Pouco mais de três minutos se passaram, podia sentir um desmaio gelado consumir a minha mente. Então, Evans chegou, colocando um refrigerante gelado em meu nariz, absorventes internos em minhas narinas e apertando constantemente a minha bombinha de asma.

Me carregaram para dentro do táxi e em menos de dez minutos já estávamos na rodoviária. Limparam meus tubos com algodão e soro fisiológico, os recolocaram gentilmente em meu nariz. Estava meio perdida, grogue, com pouca oxigenação no sangue e com a pressão baixa, mas queria continuar.

Me deram pastéis, e entramos dentro do ônibus, no qual eu dormi durante todas as duas longas horas de viagem.

No final, fingi que dormia, porque queria estar quieta com a minha mente, mas tudo que conseguia pensar era em como raios eu tinha feito tudo dar errado.

Estava tentando proteger meu melhor amigo da morte e a garota que eu amava da infelicidade. Fingindo ser a mais forte de todos, com um cara seria e uma atitude ruim, quando, na verdade, eu era o elo fraco.

A pessoa frágil, que quebraria a qualquer momento, não era o garoto zumbi ou a garota quase cega, mas sim, os pulmões fracos.

Assim que o ônibus parou, o loiro me sacudiu um pouco e me levantou. Tive de me segurar para não vomitar.

Saí de lá tremendo, tomei um pouco de água. Caminhamos  até a lanchonete mais próxima, comi panquecas. Tirei minha blusa branca e coloquei a xadrez que estava na minha cintura, já que a antiga apontava para um assassinato.

Ainda não me sentia muito bem, mas uma noite bem-dormida e um banho seriam revigorantes.

O hotel era a poucos quarteirões do local, então caminhamos novamente.
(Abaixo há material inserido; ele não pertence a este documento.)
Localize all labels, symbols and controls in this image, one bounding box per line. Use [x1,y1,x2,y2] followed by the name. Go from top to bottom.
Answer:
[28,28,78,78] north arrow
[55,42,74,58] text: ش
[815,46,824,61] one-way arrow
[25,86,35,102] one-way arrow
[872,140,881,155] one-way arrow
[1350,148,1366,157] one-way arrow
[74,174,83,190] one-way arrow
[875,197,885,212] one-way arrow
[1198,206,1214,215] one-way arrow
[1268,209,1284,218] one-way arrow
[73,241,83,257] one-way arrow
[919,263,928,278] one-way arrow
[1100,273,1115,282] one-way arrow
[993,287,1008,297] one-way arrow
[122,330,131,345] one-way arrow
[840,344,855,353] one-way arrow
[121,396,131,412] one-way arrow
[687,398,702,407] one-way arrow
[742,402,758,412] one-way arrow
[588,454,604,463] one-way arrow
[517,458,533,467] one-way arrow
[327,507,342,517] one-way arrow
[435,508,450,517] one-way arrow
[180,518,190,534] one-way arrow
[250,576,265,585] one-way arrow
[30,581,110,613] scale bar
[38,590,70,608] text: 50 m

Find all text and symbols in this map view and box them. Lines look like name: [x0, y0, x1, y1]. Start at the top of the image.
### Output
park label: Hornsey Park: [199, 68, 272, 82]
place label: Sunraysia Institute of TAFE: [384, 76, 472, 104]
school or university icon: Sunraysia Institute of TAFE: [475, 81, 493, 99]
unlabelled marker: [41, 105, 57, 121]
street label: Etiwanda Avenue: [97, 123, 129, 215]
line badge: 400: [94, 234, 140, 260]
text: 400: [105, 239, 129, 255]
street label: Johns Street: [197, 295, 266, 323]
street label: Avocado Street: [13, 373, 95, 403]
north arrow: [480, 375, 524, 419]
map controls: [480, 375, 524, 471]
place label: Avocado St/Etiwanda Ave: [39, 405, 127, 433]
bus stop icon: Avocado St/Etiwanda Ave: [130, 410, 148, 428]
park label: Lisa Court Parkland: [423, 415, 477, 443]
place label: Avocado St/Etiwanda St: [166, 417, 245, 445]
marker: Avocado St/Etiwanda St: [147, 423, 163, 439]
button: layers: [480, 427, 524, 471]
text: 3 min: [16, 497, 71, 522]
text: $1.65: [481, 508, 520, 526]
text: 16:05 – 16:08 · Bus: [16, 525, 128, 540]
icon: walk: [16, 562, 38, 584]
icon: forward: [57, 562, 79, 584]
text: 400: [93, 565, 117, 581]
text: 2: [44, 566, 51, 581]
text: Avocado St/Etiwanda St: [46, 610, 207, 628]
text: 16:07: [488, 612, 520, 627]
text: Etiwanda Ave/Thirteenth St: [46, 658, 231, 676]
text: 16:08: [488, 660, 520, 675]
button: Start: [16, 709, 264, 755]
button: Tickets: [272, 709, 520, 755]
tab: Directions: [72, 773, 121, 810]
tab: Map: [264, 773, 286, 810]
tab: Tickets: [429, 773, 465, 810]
Foi bom, conversamos calmamente sobre o céu e como as pessoas nos olhavam estranho na rua.

            O nosso quarto tinha uma grande cama de casal e uma de solteiro. Juntamos tudo e matamos uma barata. Tomamos banho e nos deitamos. Em poucos minutos estávamos apagados, abraçados, roncando.

            E esse foi o terrível inicio da nossa viagem.